- TASK DESCRIPTION:
Retrieve each line that contains the word "view" from the entries below.

- GIVEN DATA:
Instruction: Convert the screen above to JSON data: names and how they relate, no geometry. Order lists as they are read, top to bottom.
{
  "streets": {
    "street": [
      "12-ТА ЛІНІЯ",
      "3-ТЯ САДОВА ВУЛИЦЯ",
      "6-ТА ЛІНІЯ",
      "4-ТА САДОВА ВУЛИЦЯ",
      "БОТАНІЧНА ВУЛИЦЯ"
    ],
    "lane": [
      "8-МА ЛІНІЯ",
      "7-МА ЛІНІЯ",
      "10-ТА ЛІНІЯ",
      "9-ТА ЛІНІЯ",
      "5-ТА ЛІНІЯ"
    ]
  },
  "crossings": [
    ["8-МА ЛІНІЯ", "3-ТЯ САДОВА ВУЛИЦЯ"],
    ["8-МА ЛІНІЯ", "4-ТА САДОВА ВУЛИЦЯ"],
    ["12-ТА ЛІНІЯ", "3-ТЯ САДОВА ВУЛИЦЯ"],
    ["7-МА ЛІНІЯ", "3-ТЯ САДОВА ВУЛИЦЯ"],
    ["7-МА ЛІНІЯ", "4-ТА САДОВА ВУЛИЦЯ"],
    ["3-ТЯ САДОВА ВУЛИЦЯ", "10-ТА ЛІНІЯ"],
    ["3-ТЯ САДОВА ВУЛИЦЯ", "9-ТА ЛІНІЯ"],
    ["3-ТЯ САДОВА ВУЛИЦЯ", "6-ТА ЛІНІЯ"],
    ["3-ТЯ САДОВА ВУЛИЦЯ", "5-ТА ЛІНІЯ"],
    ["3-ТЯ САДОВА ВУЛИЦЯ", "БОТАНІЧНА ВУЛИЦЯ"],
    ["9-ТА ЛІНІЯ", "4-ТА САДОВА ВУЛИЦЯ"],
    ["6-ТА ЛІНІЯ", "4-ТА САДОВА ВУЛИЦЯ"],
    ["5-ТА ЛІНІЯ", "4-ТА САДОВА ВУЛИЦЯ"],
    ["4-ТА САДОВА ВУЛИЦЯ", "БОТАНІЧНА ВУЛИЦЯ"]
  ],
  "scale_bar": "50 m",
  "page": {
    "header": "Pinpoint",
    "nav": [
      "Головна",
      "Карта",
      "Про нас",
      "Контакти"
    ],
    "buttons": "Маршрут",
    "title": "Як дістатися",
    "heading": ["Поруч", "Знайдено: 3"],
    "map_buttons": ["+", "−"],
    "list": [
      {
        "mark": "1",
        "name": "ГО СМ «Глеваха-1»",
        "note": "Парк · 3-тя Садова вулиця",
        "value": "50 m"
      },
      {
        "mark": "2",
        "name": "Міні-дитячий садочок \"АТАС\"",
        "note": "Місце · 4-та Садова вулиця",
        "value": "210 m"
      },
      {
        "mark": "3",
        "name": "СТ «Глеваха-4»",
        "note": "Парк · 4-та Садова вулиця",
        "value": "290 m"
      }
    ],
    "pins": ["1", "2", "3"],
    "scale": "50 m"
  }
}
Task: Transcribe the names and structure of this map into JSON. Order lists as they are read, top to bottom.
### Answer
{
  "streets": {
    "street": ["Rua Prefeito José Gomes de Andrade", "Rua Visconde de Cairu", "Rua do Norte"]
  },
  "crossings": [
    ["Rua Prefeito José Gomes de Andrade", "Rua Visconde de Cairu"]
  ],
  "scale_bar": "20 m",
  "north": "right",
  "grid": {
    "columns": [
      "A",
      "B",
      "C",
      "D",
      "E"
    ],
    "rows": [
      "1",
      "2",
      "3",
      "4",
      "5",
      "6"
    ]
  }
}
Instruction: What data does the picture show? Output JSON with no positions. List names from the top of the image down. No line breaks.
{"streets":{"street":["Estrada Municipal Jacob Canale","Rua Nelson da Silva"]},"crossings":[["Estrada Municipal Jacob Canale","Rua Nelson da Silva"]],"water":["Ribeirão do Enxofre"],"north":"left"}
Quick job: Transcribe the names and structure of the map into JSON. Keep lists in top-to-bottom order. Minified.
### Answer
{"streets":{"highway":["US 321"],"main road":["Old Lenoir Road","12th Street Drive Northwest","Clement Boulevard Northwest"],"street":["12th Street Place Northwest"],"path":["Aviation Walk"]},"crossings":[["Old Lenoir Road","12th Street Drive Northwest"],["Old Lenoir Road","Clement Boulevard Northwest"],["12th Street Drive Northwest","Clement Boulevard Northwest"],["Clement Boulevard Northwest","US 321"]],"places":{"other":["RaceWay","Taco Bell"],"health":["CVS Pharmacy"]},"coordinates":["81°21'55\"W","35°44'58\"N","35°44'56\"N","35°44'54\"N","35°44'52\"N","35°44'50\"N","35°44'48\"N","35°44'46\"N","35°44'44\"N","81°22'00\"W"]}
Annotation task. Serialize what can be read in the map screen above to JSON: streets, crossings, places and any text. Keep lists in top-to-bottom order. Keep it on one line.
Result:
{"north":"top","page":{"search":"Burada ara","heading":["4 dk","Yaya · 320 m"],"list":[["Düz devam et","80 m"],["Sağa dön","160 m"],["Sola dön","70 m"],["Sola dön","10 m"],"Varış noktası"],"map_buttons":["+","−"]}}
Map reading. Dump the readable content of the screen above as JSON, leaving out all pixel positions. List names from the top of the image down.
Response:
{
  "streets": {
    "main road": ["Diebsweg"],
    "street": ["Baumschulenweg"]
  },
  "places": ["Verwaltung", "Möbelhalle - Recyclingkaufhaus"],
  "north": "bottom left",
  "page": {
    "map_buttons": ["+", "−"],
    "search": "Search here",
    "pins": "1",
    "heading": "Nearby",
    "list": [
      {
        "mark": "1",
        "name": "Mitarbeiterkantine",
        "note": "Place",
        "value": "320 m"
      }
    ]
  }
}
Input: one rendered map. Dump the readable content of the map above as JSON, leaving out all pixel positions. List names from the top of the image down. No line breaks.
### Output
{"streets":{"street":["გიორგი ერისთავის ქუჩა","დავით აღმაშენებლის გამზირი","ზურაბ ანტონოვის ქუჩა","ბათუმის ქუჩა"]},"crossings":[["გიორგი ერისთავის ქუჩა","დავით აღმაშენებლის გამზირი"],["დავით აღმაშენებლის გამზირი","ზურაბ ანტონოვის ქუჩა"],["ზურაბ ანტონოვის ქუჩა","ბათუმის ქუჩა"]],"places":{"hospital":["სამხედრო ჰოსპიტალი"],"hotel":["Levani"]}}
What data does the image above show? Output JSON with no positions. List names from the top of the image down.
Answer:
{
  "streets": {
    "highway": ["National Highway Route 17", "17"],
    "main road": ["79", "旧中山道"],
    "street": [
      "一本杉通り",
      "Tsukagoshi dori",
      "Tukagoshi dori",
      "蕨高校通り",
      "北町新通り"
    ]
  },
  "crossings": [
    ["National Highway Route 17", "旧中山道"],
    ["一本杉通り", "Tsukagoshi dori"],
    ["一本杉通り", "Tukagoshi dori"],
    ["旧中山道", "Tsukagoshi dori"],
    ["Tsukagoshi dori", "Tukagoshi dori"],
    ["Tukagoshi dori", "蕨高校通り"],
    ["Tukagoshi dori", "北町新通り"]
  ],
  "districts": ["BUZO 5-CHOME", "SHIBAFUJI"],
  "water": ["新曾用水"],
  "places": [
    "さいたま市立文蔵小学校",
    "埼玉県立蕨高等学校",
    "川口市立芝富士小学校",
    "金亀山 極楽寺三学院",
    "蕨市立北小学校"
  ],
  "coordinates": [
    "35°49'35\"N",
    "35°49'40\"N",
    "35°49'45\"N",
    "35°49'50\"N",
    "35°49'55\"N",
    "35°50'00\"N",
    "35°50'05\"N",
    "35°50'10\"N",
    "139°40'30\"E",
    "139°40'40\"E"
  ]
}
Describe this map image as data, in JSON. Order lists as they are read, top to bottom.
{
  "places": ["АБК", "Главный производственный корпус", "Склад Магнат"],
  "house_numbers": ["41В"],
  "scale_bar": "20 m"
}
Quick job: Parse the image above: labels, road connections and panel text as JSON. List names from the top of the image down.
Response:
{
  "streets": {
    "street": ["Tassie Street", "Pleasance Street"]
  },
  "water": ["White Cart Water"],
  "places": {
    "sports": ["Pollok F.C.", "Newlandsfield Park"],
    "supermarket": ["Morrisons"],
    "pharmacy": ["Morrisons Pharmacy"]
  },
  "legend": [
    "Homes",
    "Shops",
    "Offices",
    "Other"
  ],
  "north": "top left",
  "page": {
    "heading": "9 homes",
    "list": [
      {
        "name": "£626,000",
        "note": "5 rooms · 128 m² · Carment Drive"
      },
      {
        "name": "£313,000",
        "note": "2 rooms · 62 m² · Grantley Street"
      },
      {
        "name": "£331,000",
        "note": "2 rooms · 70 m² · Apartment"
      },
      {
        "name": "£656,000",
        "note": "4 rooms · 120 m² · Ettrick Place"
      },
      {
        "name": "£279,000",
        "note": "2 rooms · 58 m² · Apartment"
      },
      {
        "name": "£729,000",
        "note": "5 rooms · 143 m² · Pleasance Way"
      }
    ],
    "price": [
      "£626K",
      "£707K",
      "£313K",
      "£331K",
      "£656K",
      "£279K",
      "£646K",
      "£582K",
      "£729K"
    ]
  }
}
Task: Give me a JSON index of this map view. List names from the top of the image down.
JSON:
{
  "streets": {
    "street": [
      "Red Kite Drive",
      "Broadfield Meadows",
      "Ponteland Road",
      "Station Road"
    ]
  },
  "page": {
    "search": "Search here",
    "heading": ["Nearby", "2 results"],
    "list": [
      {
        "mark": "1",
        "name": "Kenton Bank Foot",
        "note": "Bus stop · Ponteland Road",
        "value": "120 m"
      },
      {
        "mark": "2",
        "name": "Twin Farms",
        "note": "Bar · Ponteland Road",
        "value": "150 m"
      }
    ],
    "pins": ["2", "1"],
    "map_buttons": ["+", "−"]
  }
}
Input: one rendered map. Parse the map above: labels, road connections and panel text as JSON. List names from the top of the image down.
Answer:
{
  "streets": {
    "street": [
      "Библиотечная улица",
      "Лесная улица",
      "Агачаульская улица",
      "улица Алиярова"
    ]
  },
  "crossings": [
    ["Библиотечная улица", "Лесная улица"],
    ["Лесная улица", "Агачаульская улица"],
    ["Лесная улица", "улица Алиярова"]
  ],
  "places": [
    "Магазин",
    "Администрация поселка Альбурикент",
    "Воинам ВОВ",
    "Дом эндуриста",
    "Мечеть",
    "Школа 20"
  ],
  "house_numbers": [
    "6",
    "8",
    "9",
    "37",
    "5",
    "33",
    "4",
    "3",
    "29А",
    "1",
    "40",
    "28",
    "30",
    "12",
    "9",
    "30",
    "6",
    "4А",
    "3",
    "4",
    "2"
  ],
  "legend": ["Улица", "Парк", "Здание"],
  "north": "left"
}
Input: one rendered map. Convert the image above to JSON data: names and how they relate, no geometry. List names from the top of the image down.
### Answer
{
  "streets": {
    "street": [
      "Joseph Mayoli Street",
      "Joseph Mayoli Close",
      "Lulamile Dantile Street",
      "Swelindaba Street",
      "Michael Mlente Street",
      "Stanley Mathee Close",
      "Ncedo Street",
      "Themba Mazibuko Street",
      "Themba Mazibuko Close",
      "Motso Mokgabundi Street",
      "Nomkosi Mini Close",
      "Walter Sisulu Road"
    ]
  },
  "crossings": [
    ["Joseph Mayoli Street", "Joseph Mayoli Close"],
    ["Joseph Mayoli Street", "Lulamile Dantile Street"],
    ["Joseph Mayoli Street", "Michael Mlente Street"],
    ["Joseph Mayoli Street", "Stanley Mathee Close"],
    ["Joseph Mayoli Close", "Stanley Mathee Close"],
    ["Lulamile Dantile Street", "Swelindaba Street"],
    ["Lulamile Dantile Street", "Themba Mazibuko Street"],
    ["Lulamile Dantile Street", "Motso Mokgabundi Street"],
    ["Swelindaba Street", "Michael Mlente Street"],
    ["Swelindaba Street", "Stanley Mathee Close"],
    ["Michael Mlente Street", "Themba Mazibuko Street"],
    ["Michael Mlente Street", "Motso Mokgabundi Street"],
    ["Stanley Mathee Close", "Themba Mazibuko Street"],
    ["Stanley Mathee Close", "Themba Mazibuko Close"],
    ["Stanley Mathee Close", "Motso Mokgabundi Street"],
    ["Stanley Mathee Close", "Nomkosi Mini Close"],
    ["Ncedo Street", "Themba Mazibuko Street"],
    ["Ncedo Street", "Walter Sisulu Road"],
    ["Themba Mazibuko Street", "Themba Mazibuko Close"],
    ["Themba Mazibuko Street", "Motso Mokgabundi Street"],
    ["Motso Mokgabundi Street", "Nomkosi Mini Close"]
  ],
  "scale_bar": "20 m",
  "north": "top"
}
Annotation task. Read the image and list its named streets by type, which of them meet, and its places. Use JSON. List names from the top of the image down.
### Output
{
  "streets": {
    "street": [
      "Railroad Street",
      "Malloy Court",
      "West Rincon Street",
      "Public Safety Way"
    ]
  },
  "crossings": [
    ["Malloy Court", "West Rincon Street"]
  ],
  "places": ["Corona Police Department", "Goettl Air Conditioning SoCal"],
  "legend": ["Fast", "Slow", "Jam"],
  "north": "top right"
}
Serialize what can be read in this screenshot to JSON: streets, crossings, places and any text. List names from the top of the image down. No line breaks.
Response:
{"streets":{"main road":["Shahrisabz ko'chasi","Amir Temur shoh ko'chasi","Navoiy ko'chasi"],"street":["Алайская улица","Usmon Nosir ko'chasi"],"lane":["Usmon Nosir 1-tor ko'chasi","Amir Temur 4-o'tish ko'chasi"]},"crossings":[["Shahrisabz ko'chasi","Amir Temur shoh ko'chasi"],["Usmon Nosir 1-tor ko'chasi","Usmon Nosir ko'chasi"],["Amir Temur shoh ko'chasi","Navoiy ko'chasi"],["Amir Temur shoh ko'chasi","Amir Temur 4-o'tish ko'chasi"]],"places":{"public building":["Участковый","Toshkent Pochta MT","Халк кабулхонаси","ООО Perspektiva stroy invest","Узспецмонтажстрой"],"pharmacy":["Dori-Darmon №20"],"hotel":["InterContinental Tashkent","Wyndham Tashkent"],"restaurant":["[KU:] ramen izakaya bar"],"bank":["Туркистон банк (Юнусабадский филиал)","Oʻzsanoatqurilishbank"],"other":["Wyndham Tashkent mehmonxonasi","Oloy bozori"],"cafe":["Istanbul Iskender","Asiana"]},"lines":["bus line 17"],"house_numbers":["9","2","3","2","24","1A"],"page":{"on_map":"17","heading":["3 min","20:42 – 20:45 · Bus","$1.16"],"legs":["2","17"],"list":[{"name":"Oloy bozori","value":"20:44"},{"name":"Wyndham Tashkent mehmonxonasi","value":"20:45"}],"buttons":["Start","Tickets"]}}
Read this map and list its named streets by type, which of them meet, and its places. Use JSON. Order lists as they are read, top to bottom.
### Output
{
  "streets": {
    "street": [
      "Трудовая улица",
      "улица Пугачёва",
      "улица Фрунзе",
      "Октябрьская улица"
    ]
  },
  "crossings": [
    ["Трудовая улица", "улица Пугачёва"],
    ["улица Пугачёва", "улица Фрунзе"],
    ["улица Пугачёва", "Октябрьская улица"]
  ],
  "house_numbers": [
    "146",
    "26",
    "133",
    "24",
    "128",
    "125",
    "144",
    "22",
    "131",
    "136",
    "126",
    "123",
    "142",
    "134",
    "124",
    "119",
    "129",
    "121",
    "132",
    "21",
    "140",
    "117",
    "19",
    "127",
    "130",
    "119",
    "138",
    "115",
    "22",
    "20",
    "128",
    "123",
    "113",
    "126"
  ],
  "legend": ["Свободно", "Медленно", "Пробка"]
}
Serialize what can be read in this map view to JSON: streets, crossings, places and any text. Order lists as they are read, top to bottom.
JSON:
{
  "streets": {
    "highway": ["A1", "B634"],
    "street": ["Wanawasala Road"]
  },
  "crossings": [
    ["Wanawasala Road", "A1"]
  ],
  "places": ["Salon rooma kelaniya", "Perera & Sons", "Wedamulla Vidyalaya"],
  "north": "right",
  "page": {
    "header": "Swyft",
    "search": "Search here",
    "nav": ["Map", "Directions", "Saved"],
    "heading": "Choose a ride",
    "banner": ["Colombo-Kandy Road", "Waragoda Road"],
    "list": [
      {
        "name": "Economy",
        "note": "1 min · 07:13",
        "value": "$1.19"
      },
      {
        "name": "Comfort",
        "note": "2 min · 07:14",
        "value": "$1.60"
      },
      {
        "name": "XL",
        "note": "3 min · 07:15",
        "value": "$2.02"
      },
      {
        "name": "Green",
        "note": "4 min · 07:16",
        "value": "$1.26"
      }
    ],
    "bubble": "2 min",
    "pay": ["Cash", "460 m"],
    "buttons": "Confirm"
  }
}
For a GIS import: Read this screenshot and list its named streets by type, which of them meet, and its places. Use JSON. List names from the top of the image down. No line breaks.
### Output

- EXERCISE RESULT:
Task: Give me a JSON index of this map view. List names from the top of the image down.
Serialize what can be read in this map view to JSON: streets, crossings, places and any text. Order lists as they are read, top to bottom.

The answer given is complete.